Required action
Transcribe all the entries word for word, omitting any pictures they contain.

BEGIN

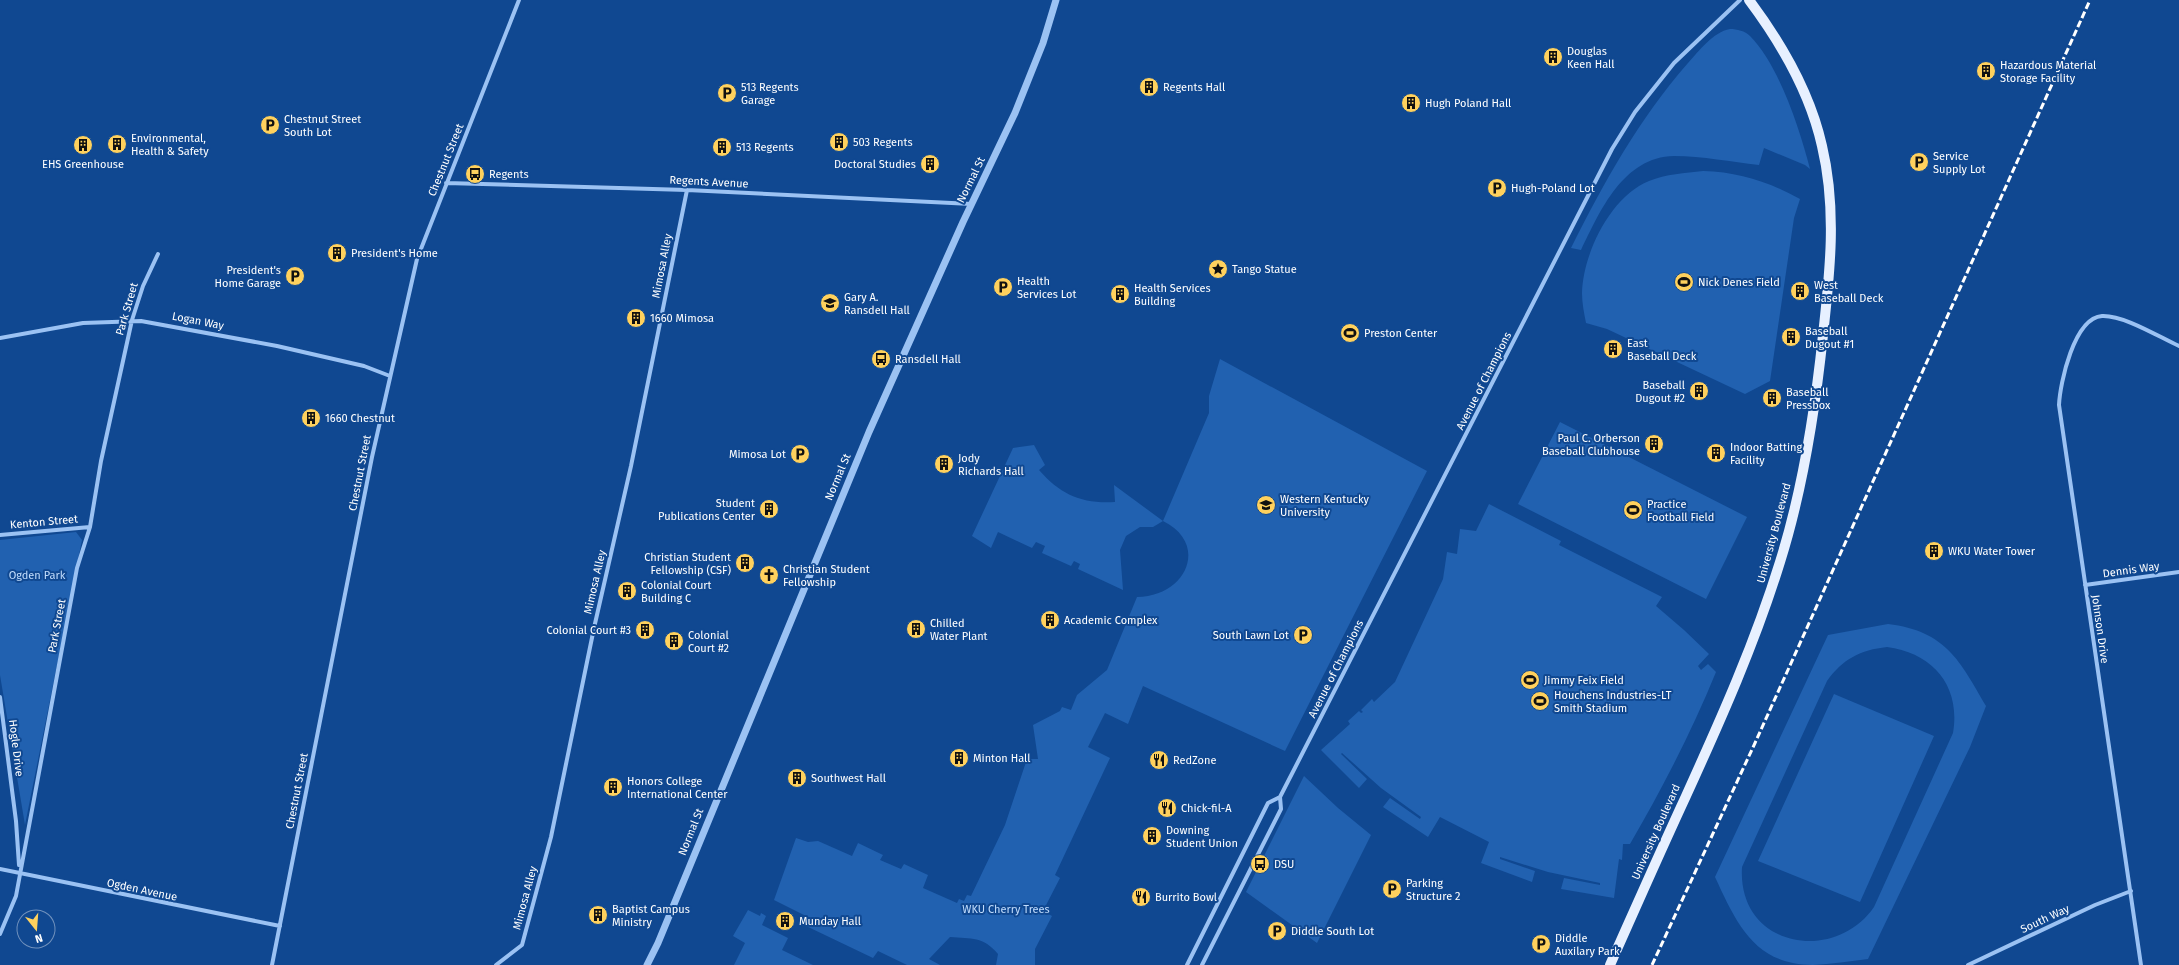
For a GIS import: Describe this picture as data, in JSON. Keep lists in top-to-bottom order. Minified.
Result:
{"streets":{"main road":["University Boulevard"],"street":["Chestnut Street","Normal St","Regents Avenue","Mimosa Alley","Park Street","Logan Way","Avenue of Champions","Kenton Street","Dennis Way","Johnson Drive","Hogle Drive","Ogden Avenue","South Way"]},"crossings":[["Chestnut Street","Regents Avenue"],["Chestnut Street","Logan Way"],["Chestnut Street","Ogden Avenue"],["Normal St","Regents Avenue"],["Regents Avenue","Mimosa Alley"],["Park Street","Logan Way"],["Park Street","Kenton Street"],["Park Street","Hogle Drive"],["Park Street","Ogden Avenue"],["Dennis Way","Johnson Drive"],["Johnson Drive","South Way"],["Hogle Drive","Ogden Avenue"]],"parks":["Ogden Park","WKU Cherry Trees"],"places":{"building":["Douglas Keen Hall","Hazardous Material Storage Facility","Regents Hall","Hugh Poland Hall","503 Regents","Environmental, Health & Safety","EHS Greenhouse","513 Regents","Doctoral Studies","President's Home","West Baseball Deck","Health Services Building","1660 Mimosa","Baseball Dugout #1","East Baseball Deck","Baseball Dugout #2","Baseball Pressbox","1660 Chestnut","Paul C. Orberson Baseball Clubhouse","Indoor Batting Facility","Jody Richards Hall","Student Publications Center","WKU Water Tower","Christian Student Fellowship (CSF)","Colonial Court Building C","Academic Complex","Chilled Water Plant","Colonial Court #3","Colonial Court #2","Minton Hall","Southwest Hall","Honors College International Center","Downing Student Union","Baptist Campus Ministry","Munday Hall"],"parking":["513 Regents Garage","Chestnut Street South Lot","Service Supply Lot","Hugh-Poland Lot","President's Home Garage","Health Services Lot","Mimosa Lot","South Lawn Lot","Parking Structure 2","Diddle South Lot","Diddle Auxilary Park"],"bus stop":["Regents","Ransdell Hall","DSU"],"place":["Tango Statue"],"sports":["Nick Denes Field","Preston Center","Practice Football Field","Jimmy Feix Field","Houchens Industries-LT Smith Stadium"],"school or university":["Gary A. Ransdell Hall","Western Kentucky University"],"church":["Christian Student Fellowship"],"restaurant":["RedZone","Chick-fil-A","Burrito Bowl"]},"north":"bottom"}
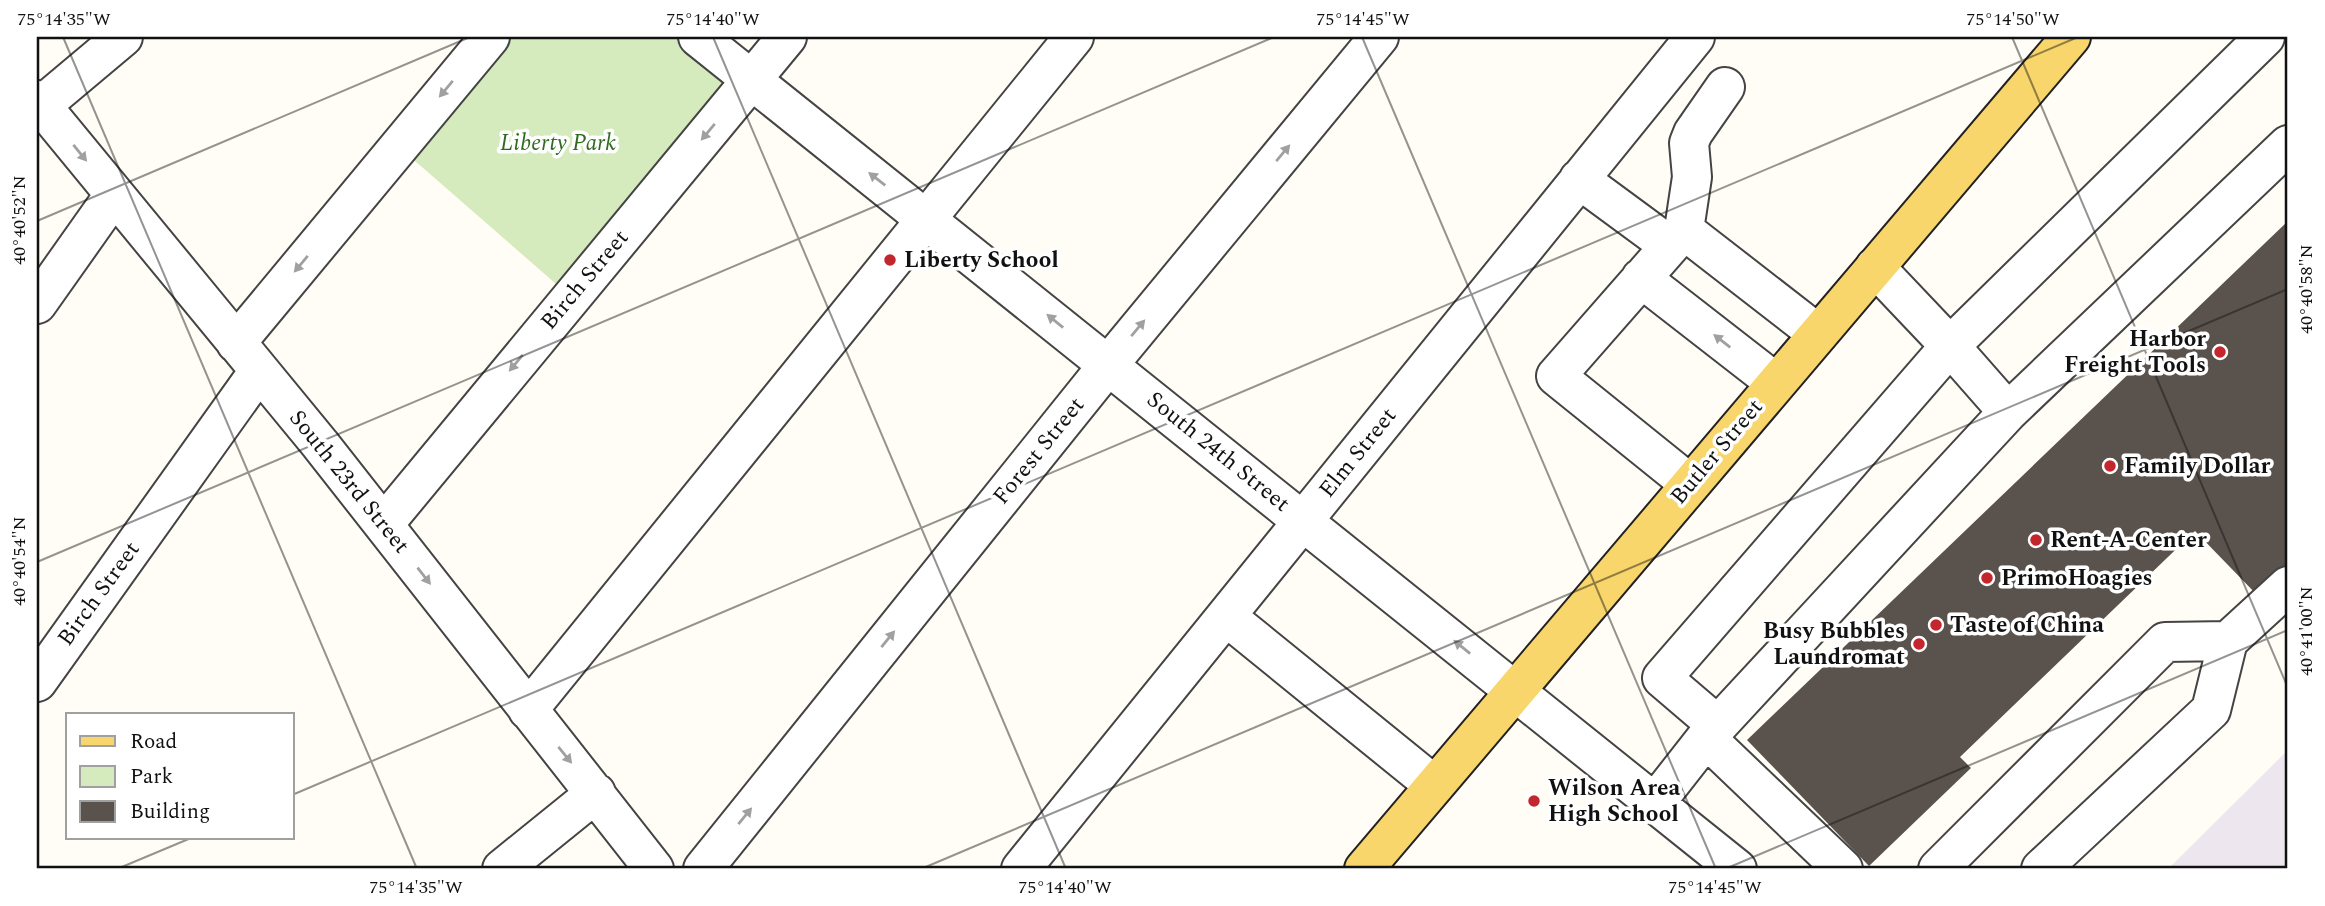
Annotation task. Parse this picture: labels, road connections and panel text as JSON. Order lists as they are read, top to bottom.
{
  "streets": {
    "main road": ["Butler Street"],
    "street": [
      "Birch Street",
      "Forest Street",
      "South 24th Street",
      "Elm Street",
      "South 23rd Street"
    ]
  },
  "crossings": [
    ["Birch Street", "South 24th Street"],
    ["Birch Street", "South 23rd Street"],
    ["Forest Street", "South 24th Street"],
    ["South 24th Street", "Butler Street"],
    ["South 24th Street", "Elm Street"]
  ],
  "one_way": ["South 23rd Street"],
  "parks": ["Liberty Park"],
  "places": [
    "Liberty School",
    "Harbor Freight Tools",
    "Family Dollar",
    "Rent-A-Center",
    "PrimoHoagies",
    "Taste of China",
    "Busy Bubbles Laundromat",
    "Wilson Area High School"
  ],
  "legend": ["Road", "Park", "Building"],
  "coordinates": [
    "75°14'35\"W",
    "75°14'40\"W",
    "75°14'45\"W",
    "75°14'50\"W",
    "40°40'52\"N",
    "40°40'58\"N",
    "40°40'54\"N",
    "40°41'00\"N"
  ]
}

END

Task output
For a GIS import: Describe this picture as data, in JSON. Keep lists in top-to-bottom order. Minified.
Result:
{"streets":{"main road":["University Boulevard"],"street":["Chestnut Street","Normal St","Regents Avenue","Mimosa Alley","Park Street","Logan Way","Avenue of Champions","Kenton Street","Dennis Way","Johnson Drive","Hogle Drive","Ogden Avenue","South Way"]},"crossings":[["Chestnut Street","Regents Avenue"],["Chestnut Street","Logan Way"],["Chestnut Street","Ogden Avenue"],["Normal St","Regents Avenue"],["Regents Avenue","Mimosa Alley"],["Park Street","Logan Way"],["Park Street","Kenton Street"],["Park Street","Hogle Drive"],["Park Street","Ogden Avenue"],["Dennis Way","Johnson Drive"],["Johnson Drive","South Way"],["Hogle Drive","Ogden Avenue"]],"parks":["Ogden Park","WKU Cherry Trees"],"places":{"building":["Douglas Keen Hall","Hazardous Material Storage Facility","Regents Hall","Hugh Poland Hall","503 Regents","Environmental, Health & Safety","EHS Greenhouse","513 Regents","Doctoral Studies","President's Home","West Baseball Deck","Health Services Building","1660 Mimosa","Baseball Dugout #1","East Baseball Deck","Baseball Dugout #2","Baseball Pressbox","1660 Chestnut","Paul C. Orberson Baseball Clubhouse","Indoor Batting Facility","Jody Richards Hall","Student Publications Center","WKU Water Tower","Christian Student Fellowship (CSF)","Colonial Court Building C","Academic Complex","Chilled Water Plant","Colonial Court #3","Colonial Court #2","Minton Hall","Southwest Hall","Honors College International Center","Downing Student Union","Baptist Campus Ministry","Munday Hall"],"parking":["513 Regents Garage","Chestnut Street South Lot","Service Supply Lot","Hugh-Poland Lot","President's Home Garage","Health Services Lot","Mimosa Lot","South Lawn Lot","Parking Structure 2","Diddle South Lot","Diddle Auxilary Park"],"bus stop":["Regents","Ransdell Hall","DSU"],"place":["Tango Statue"],"sports":["Nick Denes Field","Preston Center","Practice Football Field","Jimmy Feix Field","Houchens Industries-LT Smith Stadium"],"school or university":["Gary A. Ransdell Hall","Western Kentucky University"],"church":["Christian Student Fellowship"],"restaurant":["RedZone","Chick-fil-A","Burrito Bowl"]},"north":"bottom"}
Annotation task. Parse this picture: labels, road connections and panel text as JSON. Order lists as they are read, top to bottom.
{
  "streets": {
    "main road": ["Butler Street"],
    "street": [
      "Birch Street",
      "Forest Street",
      "South 24th Street",
      "Elm Street",
      "South 23rd Street"
    ]
  },
  "crossings": [
    ["Birch Street", "South 24th Street"],
    ["Birch Street", "South 23rd Street"],
    ["Forest Street", "South 24th Street"],
    ["South 24th Street", "Butler Street"],
    ["South 24th Street", "Elm Street"]
  ],
  "one_way": ["South 23rd Street"],
  "parks": ["Liberty Park"],
  "places": [
    "Liberty School",
    "Harbor Freight Tools",
    "Family Dollar",
    "Rent-A-Center",
    "PrimoHoagies",
    "Taste of China",
    "Busy Bubbles Laundromat",
    "Wilson Area High School"
  ],
  "legend": ["Road", "Park", "Building"],
  "coordinates": [
    "75°14'35\"W",
    "75°14'40\"W",
    "75°14'45\"W",
    "75°14'50\"W",
    "40°40'52\"N",
    "40°40'58\"N",
    "40°40'54\"N",
    "40°41'00\"N"
  ]
}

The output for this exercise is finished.